_Try it_
Nothing should be left out: repeat all the data exactly.

_Data shown_
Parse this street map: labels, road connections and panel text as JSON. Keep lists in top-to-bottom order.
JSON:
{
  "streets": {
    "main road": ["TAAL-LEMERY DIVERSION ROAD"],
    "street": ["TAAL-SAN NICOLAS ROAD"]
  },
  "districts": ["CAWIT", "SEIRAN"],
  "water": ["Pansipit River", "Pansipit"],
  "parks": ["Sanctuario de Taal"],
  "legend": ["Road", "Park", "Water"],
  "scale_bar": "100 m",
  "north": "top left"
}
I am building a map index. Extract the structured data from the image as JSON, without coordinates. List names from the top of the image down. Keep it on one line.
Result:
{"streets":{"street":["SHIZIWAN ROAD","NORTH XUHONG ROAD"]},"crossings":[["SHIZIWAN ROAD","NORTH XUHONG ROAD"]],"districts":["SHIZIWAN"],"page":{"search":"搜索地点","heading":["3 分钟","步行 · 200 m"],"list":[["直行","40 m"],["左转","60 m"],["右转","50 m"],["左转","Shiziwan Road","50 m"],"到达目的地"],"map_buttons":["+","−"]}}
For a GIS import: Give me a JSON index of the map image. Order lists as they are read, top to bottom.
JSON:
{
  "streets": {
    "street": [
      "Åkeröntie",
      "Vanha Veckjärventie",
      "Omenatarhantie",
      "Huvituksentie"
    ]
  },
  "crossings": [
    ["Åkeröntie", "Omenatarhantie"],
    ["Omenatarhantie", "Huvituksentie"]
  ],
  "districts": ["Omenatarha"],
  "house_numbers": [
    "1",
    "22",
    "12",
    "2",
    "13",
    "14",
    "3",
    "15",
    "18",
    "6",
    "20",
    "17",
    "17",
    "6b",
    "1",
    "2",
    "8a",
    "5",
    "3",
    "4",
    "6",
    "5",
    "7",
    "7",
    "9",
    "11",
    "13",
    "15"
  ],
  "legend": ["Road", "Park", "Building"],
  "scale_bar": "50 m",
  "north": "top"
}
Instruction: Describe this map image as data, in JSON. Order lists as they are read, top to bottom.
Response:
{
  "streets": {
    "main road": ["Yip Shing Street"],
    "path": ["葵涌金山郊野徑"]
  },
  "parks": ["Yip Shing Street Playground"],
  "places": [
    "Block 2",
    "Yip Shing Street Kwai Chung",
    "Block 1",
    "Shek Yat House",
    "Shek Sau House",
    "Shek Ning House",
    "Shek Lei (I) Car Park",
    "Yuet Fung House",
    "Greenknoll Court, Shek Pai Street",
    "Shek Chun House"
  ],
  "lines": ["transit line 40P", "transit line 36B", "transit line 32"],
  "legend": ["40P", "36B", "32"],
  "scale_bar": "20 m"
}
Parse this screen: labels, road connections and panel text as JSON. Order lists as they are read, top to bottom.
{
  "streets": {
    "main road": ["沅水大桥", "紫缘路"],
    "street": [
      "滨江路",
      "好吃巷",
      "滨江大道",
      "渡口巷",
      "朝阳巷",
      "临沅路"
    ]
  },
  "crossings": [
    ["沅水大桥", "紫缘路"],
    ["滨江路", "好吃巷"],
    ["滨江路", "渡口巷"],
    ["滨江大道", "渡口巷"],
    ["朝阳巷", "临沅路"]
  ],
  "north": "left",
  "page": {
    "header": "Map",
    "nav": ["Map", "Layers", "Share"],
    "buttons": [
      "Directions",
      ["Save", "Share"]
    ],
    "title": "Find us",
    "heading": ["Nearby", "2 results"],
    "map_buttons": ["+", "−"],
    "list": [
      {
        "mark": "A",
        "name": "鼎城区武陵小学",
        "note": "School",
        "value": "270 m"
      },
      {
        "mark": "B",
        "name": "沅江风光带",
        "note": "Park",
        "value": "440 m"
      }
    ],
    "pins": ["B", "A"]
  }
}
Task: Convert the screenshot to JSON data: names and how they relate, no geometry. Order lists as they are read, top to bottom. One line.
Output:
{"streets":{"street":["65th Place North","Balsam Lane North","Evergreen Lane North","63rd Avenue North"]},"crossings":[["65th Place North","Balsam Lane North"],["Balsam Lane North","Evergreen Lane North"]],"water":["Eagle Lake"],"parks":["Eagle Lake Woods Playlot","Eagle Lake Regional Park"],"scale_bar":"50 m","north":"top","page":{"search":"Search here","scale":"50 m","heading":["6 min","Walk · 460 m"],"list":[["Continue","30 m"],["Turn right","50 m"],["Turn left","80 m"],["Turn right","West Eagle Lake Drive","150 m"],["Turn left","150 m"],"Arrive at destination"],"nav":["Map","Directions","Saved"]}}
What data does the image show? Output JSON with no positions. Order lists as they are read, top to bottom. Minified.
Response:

_Output_
Parse this street map: labels, road connections and panel text as JSON. Keep lists in top-to-bottom order.
JSON:
{
  "streets": {
    "main road": ["TAAL-LEMERY DIVERSION ROAD"],
    "street": ["TAAL-SAN NICOLAS ROAD"]
  },
  "districts": ["CAWIT", "SEIRAN"],
  "water": ["Pansipit River", "Pansipit"],
  "parks": ["Sanctuario de Taal"],
  "legend": ["Road", "Park", "Water"],
  "scale_bar": "100 m",
  "north": "top left"
}
I am building a map index. Extract the structured data from the image as JSON, without coordinates. List names from the top of the image down. Keep it on one line.
Result:
{"streets":{"street":["SHIZIWAN ROAD","NORTH XUHONG ROAD"]},"crossings":[["SHIZIWAN ROAD","NORTH XUHONG ROAD"]],"districts":["SHIZIWAN"],"page":{"search":"搜索地点","heading":["3 分钟","步行 · 200 m"],"list":[["直行","40 m"],["左转","60 m"],["右转","50 m"],["左转","Shiziwan Road","50 m"],"到达目的地"],"map_buttons":["+","−"]}}
For a GIS import: Give me a JSON index of the map image. Order lists as they are read, top to bottom.
JSON:
{
  "streets": {
    "street": [
      "Åkeröntie",
      "Vanha Veckjärventie",
      "Omenatarhantie",
      "Huvituksentie"
    ]
  },
  "crossings": [
    ["Åkeröntie", "Omenatarhantie"],
    ["Omenatarhantie", "Huvituksentie"]
  ],
  "districts": ["Omenatarha"],
  "house_numbers": [
    "1",
    "22",
    "12",
    "2",
    "13",
    "14",
    "3",
    "15",
    "18",
    "6",
    "20",
    "17",
    "17",
    "6b",
    "1",
    "2",
    "8a",
    "5",
    "3",
    "4",
    "6",
    "5",
    "7",
    "7",
    "9",
    "11",
    "13",
    "15"
  ],
  "legend": ["Road", "Park", "Building"],
  "scale_bar": "50 m",
  "north": "top"
}
Instruction: Describe this map image as data, in JSON. Order lists as they are read, top to bottom.
Response:
{
  "streets": {
    "main road": ["Yip Shing Street"],
    "path": ["葵涌金山郊野徑"]
  },
  "parks": ["Yip Shing Street Playground"],
  "places": [
    "Block 2",
    "Yip Shing Street Kwai Chung",
    "Block 1",
    "Shek Yat House",
    "Shek Sau House",
    "Shek Ning House",
    "Shek Lei (I) Car Park",
    "Yuet Fung House",
    "Greenknoll Court, Shek Pai Street",
    "Shek Chun House"
  ],
  "lines": ["transit line 40P", "transit line 36B", "transit line 32"],
  "legend": ["40P", "36B", "32"],
  "scale_bar": "20 m"
}
Parse this screen: labels, road connections and panel text as JSON. Order lists as they are read, top to bottom.
{
  "streets": {
    "main road": ["沅水大桥", "紫缘路"],
    "street": [
      "滨江路",
      "好吃巷",
      "滨江大道",
      "渡口巷",
      "朝阳巷",
      "临沅路"
    ]
  },
  "crossings": [
    ["沅水大桥", "紫缘路"],
    ["滨江路", "好吃巷"],
    ["滨江路", "渡口巷"],
    ["滨江大道", "渡口巷"],
    ["朝阳巷", "临沅路"]
  ],
  "north": "left",
  "page": {
    "header": "Map",
    "nav": ["Map", "Layers", "Share"],
    "buttons": [
      "Directions",
      ["Save", "Share"]
    ],
    "title": "Find us",
    "heading": ["Nearby", "2 results"],
    "map_buttons": ["+", "−"],
    "list": [
      {
        "mark": "A",
        "name": "鼎城区武陵小学",
        "note": "School",
        "value": "270 m"
      },
      {
        "mark": "B",
        "name": "沅江风光带",
        "note": "Park",
        "value": "440 m"
      }
    ],
    "pins": ["B", "A"]
  }
}
Task: Convert the screenshot to JSON data: names and how they relate, no geometry. Order lists as they are read, top to bottom. One line.
Output:
{"streets":{"street":["65th Place North","Balsam Lane North","Evergreen Lane North","63rd Avenue North"]},"crossings":[["65th Place North","Balsam Lane North"],["Balsam Lane North","Evergreen Lane North"]],"water":["Eagle Lake"],"parks":["Eagle Lake Woods Playlot","Eagle Lake Regional Park"],"scale_bar":"50 m","north":"top","page":{"search":"Search here","scale":"50 m","heading":["6 min","Walk · 460 m"],"list":[["Continue","30 m"],["Turn right","50 m"],["Turn left","80 m"],["Turn right","West Eagle Lake Drive","150 m"],["Turn left","150 m"],"Arrive at destination"],"nav":["Map","Directions","Saved"]}}
What data does the image show? Output JSON with no positions. Order lists as they are read, top to bottom. Minified.
Response:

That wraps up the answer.